## Task directions
Repeat every entry exactly. Leave nothing out.

[Opening Dataset extract section]

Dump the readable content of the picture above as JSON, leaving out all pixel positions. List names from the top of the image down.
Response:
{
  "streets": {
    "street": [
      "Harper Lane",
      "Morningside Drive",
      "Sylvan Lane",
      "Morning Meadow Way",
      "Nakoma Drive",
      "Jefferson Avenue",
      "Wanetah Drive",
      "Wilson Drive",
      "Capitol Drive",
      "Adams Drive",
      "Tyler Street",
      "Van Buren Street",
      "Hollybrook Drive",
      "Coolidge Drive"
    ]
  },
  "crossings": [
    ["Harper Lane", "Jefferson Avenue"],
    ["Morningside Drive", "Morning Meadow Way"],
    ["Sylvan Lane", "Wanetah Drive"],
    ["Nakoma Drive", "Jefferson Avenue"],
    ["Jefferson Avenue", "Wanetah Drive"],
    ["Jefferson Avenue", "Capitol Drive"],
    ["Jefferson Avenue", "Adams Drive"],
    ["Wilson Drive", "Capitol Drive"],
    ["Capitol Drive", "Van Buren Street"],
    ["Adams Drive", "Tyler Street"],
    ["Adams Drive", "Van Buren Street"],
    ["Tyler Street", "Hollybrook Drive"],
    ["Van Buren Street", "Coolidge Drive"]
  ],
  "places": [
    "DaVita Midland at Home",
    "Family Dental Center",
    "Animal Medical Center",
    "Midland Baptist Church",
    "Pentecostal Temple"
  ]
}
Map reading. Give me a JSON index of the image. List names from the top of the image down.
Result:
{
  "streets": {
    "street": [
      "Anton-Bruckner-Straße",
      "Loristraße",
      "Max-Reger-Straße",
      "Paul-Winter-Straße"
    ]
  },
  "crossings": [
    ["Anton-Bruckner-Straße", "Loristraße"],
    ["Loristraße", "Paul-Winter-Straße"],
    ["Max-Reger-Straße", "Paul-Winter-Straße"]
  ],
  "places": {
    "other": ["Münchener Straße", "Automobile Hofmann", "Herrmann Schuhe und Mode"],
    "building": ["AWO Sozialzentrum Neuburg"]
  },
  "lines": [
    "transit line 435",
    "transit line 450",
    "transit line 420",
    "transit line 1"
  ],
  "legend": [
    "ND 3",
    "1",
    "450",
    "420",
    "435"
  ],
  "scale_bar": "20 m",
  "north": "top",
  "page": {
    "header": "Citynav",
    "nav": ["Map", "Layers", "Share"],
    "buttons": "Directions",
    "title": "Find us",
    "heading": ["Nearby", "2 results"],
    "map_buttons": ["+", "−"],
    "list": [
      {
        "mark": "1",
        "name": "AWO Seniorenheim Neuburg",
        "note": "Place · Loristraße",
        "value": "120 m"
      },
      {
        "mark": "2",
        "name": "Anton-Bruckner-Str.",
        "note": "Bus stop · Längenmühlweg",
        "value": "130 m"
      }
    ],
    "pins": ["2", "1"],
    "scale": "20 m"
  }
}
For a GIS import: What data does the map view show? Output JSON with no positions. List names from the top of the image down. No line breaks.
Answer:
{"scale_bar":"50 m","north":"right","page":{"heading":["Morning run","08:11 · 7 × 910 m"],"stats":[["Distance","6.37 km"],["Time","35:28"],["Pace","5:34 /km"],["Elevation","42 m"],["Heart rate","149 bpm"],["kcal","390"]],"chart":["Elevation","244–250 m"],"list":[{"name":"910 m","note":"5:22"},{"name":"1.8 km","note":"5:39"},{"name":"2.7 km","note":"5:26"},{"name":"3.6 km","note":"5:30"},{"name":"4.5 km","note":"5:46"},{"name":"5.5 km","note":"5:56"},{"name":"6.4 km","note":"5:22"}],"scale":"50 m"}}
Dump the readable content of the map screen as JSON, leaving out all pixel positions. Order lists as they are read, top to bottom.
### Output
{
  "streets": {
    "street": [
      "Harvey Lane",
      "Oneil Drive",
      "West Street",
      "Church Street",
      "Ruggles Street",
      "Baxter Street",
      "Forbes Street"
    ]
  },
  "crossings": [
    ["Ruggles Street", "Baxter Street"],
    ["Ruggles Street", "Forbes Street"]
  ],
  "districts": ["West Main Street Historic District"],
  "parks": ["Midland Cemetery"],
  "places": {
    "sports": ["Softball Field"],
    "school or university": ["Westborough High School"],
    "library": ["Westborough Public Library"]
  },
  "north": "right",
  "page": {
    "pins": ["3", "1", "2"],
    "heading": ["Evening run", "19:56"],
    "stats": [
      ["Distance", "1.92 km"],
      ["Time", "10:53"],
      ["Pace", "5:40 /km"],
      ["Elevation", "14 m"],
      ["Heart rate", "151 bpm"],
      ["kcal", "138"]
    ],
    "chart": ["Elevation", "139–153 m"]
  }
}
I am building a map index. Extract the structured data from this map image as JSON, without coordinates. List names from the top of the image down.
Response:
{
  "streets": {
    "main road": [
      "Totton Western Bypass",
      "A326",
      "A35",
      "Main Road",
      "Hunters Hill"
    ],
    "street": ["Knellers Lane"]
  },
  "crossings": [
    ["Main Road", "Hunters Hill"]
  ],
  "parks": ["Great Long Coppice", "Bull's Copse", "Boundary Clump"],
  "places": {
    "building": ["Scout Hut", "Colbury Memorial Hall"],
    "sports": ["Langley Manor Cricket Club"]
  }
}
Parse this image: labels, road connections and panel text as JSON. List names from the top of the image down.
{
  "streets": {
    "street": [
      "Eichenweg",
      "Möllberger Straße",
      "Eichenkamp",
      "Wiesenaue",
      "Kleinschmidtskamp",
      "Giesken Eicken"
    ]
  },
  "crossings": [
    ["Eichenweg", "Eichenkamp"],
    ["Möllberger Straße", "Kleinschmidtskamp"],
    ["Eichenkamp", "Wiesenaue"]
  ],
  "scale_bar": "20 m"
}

[Closing Dataset extract section]

## Exercise result
Dump the readable content of the picture above as JSON, leaving out all pixel positions. List names from the top of the image down.
Response:
{
  "streets": {
    "street": [
      "Harper Lane",
      "Morningside Drive",
      "Sylvan Lane",
      "Morning Meadow Way",
      "Nakoma Drive",
      "Jefferson Avenue",
      "Wanetah Drive",
      "Wilson Drive",
      "Capitol Drive",
      "Adams Drive",
      "Tyler Street",
      "Van Buren Street",
      "Hollybrook Drive",
      "Coolidge Drive"
    ]
  },
  "crossings": [
    ["Harper Lane", "Jefferson Avenue"],
    ["Morningside Drive", "Morning Meadow Way"],
    ["Sylvan Lane", "Wanetah Drive"],
    ["Nakoma Drive", "Jefferson Avenue"],
    ["Jefferson Avenue", "Wanetah Drive"],
    ["Jefferson Avenue", "Capitol Drive"],
    ["Jefferson Avenue", "Adams Drive"],
    ["Wilson Drive", "Capitol Drive"],
    ["Capitol Drive", "Van Buren Street"],
    ["Adams Drive", "Tyler Street"],
    ["Adams Drive", "Van Buren Street"],
    ["Tyler Street", "Hollybrook Drive"],
    ["Van Buren Street", "Coolidge Drive"]
  ],
  "places": [
    "DaVita Midland at Home",
    "Family Dental Center",
    "Animal Medical Center",
    "Midland Baptist Church",
    "Pentecostal Temple"
  ]
}
Map reading. Give me a JSON index of the image. List names from the top of the image down.
Result:
{
  "streets": {
    "street": [
      "Anton-Bruckner-Straße",
      "Loristraße",
      "Max-Reger-Straße",
      "Paul-Winter-Straße"
    ]
  },
  "crossings": [
    ["Anton-Bruckner-Straße", "Loristraße"],
    ["Loristraße", "Paul-Winter-Straße"],
    ["Max-Reger-Straße", "Paul-Winter-Straße"]
  ],
  "places": {
    "other": ["Münchener Straße", "Automobile Hofmann", "Herrmann Schuhe und Mode"],
    "building": ["AWO Sozialzentrum Neuburg"]
  },
  "lines": [
    "transit line 435",
    "transit line 450",
    "transit line 420",
    "transit line 1"
  ],
  "legend": [
    "ND 3",
    "1",
    "450",
    "420",
    "435"
  ],
  "scale_bar": "20 m",
  "north": "top",
  "page": {
    "header": "Citynav",
    "nav": ["Map", "Layers", "Share"],
    "buttons": "Directions",
    "title": "Find us",
    "heading": ["Nearby", "2 results"],
    "map_buttons": ["+", "−"],
    "list": [
      {
        "mark": "1",
        "name": "AWO Seniorenheim Neuburg",
        "note": "Place · Loristraße",
        "value": "120 m"
      },
      {
        "mark": "2",
        "name": "Anton-Bruckner-Str.",
        "note": "Bus stop · Längenmühlweg",
        "value": "130 m"
      }
    ],
    "pins": ["2", "1"],
    "scale": "20 m"
  }
}
For a GIS import: What data does the map view show? Output JSON with no positions. List names from the top of the image down. No line breaks.
Answer:
{"scale_bar":"50 m","north":"right","page":{"heading":["Morning run","08:11 · 7 × 910 m"],"stats":[["Distance","6.37 km"],["Time","35:28"],["Pace","5:34 /km"],["Elevation","42 m"],["Heart rate","149 bpm"],["kcal","390"]],"chart":["Elevation","244–250 m"],"list":[{"name":"910 m","note":"5:22"},{"name":"1.8 km","note":"5:39"},{"name":"2.7 km","note":"5:26"},{"name":"3.6 km","note":"5:30"},{"name":"4.5 km","note":"5:46"},{"name":"5.5 km","note":"5:56"},{"name":"6.4 km","note":"5:22"}],"scale":"50 m"}}
Dump the readable content of the map screen as JSON, leaving out all pixel positions. Order lists as they are read, top to bottom.
### Output
{
  "streets": {
    "street": [
      "Harvey Lane",
      "Oneil Drive",
      "West Street",
      "Church Street",
      "Ruggles Street",
      "Baxter Street",
      "Forbes Street"
    ]
  },
  "crossings": [
    ["Ruggles Street", "Baxter Street"],
    ["Ruggles Street", "Forbes Street"]
  ],
  "districts": ["West Main Street Historic District"],
  "parks": ["Midland Cemetery"],
  "places": {
    "sports": ["Softball Field"],
    "school or university": ["Westborough High School"],
    "library": ["Westborough Public Library"]
  },
  "north": "right",
  "page": {
    "pins": ["3", "1", "2"],
    "heading": ["Evening run", "19:56"],
    "stats": [
      ["Distance", "1.92 km"],
      ["Time", "10:53"],
      ["Pace", "5:40 /km"],
      ["Elevation", "14 m"],
      ["Heart rate", "151 bpm"],
      ["kcal", "138"]
    ],
    "chart": ["Elevation", "139–153 m"]
  }
}
I am building a map index. Extract the structured data from this map image as JSON, without coordinates. List names from the top of the image down.
Response:
{
  "streets": {
    "main road": [
      "Totton Western Bypass",
      "A326",
      "A35",
      "Main Road",
      "Hunters Hill"
    ],
    "street": ["Knellers Lane"]
  },
  "crossings": [
    ["Main Road", "Hunters Hill"]
  ],
  "parks": ["Great Long Coppice", "Bull's Copse", "Boundary Clump"],
  "places": {
    "building": ["Scout Hut", "Colbury Memorial Hall"],
    "sports": ["Langley Manor Cricket Club"]
  }
}
Parse this image: labels, road connections and panel text as JSON. List names from the top of the image down.
{
  "streets": {
    "street": [
      "Eichenweg",
      "Möllberger Straße",
      "Eichenkamp",
      "Wiesenaue",
      "Kleinschmidtskamp",
      "Giesken Eicken"
    ]
  },
  "crossings": [
    ["Eichenweg", "Eichenkamp"],
    ["Möllberger Straße", "Kleinschmidtskamp"],
    ["Eichenkamp", "Wiesenaue"]
  ],
  "scale_bar": "20 m"
}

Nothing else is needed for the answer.